On a side note, Swedish agile front figure Marcus Ahnve pushes the idea that it is time for us as a line of industry to stop working by metaphors. Instead of saying "system development is like construction" or "is like product manufacturing" we should start talking about system development on its own merits. I agree that it is about time - actually my grandfather could have been a programmer, and I could have been the father of some young developer in the profession today. On a similar tone, Eric Evans has also mused on the subject under the tittle "Software is (Not) Like That". I second both of these thinkers that we need to be careful with metaphors, and we would be better of without metaphors that with bad ones.

Joint Venture as a Better Metaphor

However, if we necessarily must metaphors at all, and if we insist on picking them from the business world, then I would suggest another one. I would suggest one where the information exchange is more intense, where both sides have the initiative all the time and where booth sides care about the result they create in common. I would suggest using Joint Venture as a metaphor instead.


In a joint venture two parties decide that they should cooperate over some common interest and work towards some goal that is out of reach for either of them.
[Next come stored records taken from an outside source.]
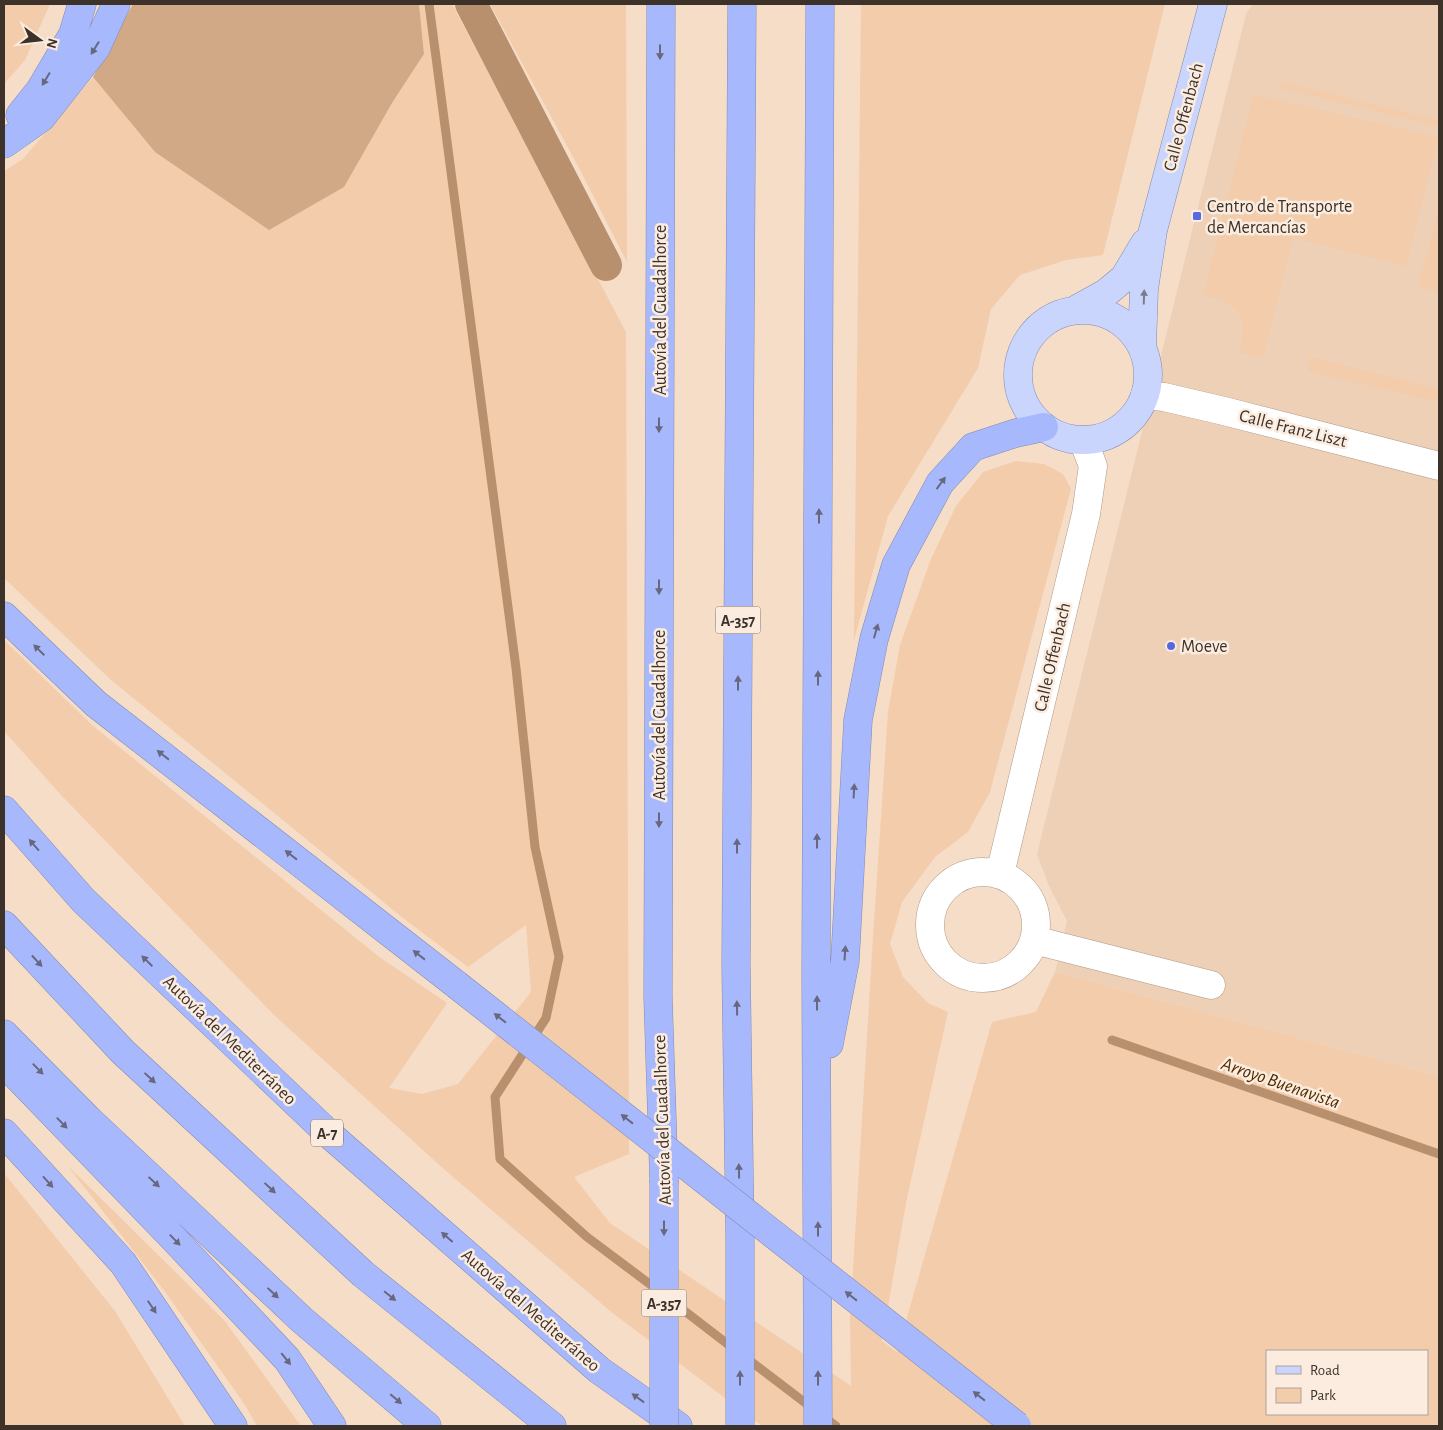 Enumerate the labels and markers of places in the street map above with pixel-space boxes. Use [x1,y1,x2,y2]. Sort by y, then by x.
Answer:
place label: Centro de Transporte de Mercancías [1207,198,1352,237]
marker: Centro de Transporte de Mercancías [1191,210,1203,222]
place label: Moeve [1181,638,1228,656]
marker: Moeve [1165,640,1177,652]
A good example is the cooperation between Sony and Ericsson to create a mobile phone that was also a nice piece of consumer electronics.

Sony and Ericsson did not solve this by Sony putting in an order to Ericsson to build a mobile phone according to their consumer-electronics specification. Neither did Ericsson put in an order the other way around. Instead they started a new company, SonyEricsson, where each part owed 50% of the stock of shares. In this shared company, both parties invested by sending some of their best engineers, and both parties committed to supporting the joint venture so that it would bear fruit. Which, by the way it did. I think this situation better resembles the interactions and caring that we experience in a well functioning system development initiative.

Bear in mind; we still use "joint venture" just as a metaphor. If someone wants to actually do business this way I will be really interested to sit by and watch. But I will probably not line up to invest. However, used as a metaphor, I think joint-venture would be more helpful that customer-provider.


And being helpful is all I ask from a metaphor.


So, at Monday morning, we might as well stop referring to the business people as our Customers, and instead refer to them as our Partner. It might actually make a difference.

Yours


   Dan


ps I did present a blitz presentation on this idea at the Agile Sverige 2010 conference at which the use of language and metaphors was a theme that emerged.